## Activity
Lines of the listing that contain "shadow" need to be copied.

## Extracted data

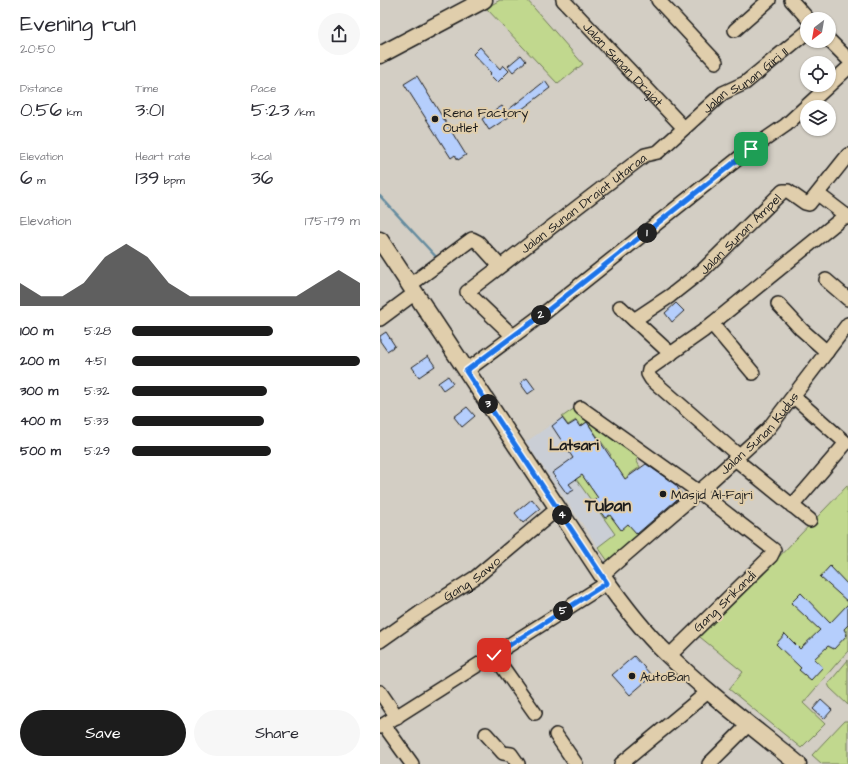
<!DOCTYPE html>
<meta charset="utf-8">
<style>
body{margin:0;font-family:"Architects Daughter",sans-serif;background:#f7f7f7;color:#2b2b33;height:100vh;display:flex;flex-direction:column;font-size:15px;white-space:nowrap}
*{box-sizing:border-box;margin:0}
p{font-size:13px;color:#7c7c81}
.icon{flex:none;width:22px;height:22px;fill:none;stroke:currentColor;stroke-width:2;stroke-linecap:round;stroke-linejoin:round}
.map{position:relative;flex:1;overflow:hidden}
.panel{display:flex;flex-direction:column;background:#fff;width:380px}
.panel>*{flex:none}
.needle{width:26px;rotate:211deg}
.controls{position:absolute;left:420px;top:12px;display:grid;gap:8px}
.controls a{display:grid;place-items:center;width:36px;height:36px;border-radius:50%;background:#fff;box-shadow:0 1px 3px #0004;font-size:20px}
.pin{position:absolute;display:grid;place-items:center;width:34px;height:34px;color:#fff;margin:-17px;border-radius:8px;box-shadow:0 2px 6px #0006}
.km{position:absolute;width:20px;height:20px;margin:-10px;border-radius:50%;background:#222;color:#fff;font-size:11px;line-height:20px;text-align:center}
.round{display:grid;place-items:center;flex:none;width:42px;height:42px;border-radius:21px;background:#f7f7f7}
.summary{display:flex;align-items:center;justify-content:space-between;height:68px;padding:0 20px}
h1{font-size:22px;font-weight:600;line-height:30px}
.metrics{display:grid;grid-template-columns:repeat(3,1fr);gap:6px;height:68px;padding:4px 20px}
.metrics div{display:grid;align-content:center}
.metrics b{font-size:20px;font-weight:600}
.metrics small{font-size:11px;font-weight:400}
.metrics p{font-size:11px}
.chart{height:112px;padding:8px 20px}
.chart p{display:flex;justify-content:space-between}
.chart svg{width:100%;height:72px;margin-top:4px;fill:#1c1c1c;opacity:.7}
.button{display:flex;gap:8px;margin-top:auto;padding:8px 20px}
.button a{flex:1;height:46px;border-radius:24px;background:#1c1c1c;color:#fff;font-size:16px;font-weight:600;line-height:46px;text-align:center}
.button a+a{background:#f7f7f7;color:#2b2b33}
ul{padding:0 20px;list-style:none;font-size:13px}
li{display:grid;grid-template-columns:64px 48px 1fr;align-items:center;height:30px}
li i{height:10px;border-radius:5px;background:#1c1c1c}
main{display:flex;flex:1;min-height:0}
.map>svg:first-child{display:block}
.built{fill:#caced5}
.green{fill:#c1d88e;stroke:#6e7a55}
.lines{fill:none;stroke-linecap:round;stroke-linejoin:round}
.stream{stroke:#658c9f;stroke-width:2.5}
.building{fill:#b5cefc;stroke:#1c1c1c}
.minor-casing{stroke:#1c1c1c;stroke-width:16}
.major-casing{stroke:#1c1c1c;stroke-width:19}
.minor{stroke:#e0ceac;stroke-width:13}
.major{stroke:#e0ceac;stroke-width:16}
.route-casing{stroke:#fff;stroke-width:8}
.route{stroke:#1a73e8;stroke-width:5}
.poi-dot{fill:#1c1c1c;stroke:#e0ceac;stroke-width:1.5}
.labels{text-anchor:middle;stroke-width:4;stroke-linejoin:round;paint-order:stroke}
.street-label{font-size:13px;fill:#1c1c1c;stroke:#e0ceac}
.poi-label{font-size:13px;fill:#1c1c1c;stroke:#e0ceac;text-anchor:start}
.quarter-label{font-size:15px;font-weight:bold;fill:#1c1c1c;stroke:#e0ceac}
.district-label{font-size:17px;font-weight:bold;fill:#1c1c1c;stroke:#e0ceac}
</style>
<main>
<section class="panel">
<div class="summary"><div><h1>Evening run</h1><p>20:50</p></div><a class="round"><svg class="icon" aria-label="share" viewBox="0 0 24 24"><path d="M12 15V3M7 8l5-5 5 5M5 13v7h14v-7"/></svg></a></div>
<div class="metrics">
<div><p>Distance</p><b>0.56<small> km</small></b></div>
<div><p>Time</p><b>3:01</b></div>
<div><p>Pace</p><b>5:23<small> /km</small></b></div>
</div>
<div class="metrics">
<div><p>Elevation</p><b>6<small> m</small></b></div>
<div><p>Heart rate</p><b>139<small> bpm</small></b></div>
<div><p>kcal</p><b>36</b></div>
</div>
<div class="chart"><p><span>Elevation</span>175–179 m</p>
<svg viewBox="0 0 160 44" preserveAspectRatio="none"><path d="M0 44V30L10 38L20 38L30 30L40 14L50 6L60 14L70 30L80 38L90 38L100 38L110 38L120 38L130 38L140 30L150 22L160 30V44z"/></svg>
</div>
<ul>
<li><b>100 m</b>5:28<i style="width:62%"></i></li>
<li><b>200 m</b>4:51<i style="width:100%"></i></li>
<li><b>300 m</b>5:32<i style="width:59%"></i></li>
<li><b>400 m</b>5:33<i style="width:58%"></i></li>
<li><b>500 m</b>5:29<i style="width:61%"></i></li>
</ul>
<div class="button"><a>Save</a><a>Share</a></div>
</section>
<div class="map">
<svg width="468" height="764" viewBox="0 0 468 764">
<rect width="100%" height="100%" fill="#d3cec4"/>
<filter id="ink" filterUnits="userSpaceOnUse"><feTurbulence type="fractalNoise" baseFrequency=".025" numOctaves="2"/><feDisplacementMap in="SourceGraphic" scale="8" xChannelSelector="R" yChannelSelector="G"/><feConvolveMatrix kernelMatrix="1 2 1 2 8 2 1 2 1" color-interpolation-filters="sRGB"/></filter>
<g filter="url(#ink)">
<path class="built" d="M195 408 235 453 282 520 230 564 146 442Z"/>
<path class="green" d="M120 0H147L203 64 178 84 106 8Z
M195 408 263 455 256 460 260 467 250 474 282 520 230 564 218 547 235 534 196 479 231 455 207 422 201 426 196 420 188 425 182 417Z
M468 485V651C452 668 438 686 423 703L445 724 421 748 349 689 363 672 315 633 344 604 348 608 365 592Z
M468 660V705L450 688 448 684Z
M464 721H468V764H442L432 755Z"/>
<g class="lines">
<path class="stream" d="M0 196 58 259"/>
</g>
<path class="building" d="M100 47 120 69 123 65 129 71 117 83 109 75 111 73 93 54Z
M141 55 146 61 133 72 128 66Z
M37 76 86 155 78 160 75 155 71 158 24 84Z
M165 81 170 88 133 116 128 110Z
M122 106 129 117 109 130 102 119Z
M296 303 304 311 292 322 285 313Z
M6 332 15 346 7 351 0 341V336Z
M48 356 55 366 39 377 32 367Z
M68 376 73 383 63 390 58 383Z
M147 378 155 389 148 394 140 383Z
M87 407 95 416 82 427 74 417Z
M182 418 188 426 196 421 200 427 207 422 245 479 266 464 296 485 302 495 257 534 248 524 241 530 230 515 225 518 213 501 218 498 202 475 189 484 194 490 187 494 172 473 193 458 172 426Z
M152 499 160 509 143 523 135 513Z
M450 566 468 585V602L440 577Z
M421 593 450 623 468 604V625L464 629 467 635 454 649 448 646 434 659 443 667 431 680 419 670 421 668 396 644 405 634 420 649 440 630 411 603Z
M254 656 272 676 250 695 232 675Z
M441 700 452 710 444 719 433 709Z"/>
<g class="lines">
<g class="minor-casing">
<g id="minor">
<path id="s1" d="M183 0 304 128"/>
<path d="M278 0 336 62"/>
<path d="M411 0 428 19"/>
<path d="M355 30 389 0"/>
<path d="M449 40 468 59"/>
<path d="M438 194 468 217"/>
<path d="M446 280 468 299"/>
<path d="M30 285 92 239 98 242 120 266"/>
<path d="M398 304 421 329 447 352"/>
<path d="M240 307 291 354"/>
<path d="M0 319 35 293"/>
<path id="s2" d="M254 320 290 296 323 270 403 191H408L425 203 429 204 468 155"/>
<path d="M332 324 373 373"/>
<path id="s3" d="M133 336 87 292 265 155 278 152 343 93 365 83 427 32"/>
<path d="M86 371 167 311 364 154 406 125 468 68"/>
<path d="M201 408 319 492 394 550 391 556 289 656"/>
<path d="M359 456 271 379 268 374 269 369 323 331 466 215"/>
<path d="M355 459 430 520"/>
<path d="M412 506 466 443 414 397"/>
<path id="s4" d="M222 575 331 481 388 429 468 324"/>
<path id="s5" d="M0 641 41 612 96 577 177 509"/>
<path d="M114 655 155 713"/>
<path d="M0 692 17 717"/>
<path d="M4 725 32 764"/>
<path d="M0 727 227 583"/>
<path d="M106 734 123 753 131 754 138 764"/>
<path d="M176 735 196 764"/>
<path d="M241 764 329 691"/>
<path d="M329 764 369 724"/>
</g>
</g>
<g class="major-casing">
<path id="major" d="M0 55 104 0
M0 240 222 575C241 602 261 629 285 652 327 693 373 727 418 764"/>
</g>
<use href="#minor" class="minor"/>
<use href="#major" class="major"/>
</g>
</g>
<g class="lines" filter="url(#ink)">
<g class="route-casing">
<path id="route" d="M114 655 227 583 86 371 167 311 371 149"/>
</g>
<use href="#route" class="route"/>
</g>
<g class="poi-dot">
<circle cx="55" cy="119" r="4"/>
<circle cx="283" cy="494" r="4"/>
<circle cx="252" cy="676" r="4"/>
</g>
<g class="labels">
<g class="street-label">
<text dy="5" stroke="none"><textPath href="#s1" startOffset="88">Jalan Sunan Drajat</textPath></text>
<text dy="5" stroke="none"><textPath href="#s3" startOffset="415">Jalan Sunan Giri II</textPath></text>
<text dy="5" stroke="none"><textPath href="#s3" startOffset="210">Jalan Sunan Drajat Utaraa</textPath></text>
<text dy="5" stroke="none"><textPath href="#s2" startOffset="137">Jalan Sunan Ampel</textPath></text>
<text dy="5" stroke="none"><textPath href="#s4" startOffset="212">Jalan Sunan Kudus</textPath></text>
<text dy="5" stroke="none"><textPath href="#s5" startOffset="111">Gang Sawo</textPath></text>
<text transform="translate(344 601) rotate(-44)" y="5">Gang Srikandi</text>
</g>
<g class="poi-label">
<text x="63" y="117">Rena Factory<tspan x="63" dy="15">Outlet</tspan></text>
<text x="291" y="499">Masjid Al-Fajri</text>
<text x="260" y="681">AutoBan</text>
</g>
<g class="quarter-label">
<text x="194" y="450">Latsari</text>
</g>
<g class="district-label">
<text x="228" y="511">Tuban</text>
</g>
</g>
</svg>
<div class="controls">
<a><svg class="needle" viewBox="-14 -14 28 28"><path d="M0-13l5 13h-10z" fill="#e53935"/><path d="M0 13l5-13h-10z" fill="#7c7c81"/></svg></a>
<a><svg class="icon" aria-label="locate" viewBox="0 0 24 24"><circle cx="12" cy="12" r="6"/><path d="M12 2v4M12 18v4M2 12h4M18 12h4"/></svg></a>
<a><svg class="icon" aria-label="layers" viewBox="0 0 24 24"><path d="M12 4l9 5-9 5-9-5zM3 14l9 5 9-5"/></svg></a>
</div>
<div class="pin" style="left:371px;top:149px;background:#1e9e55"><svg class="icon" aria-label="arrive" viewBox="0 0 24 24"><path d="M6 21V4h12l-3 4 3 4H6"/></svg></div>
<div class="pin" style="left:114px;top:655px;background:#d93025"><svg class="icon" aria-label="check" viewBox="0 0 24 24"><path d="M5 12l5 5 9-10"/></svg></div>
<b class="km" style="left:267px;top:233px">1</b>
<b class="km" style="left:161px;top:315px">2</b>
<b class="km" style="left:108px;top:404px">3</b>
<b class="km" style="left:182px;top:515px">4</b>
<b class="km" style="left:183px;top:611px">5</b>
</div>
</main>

## Exercise output
.controls a{display:grid;place-items:center;width:36px;height:36px;border-radius:50%;background:#fff;box-shadow:0 1px 3px #0004;font-size:20px}
.pin{position:absolute;display:grid;place-items:center;width:34px;height:34px;color:#fff;margin:-17px;border-radius:8px;box-shadow:0 2px 6px #0006}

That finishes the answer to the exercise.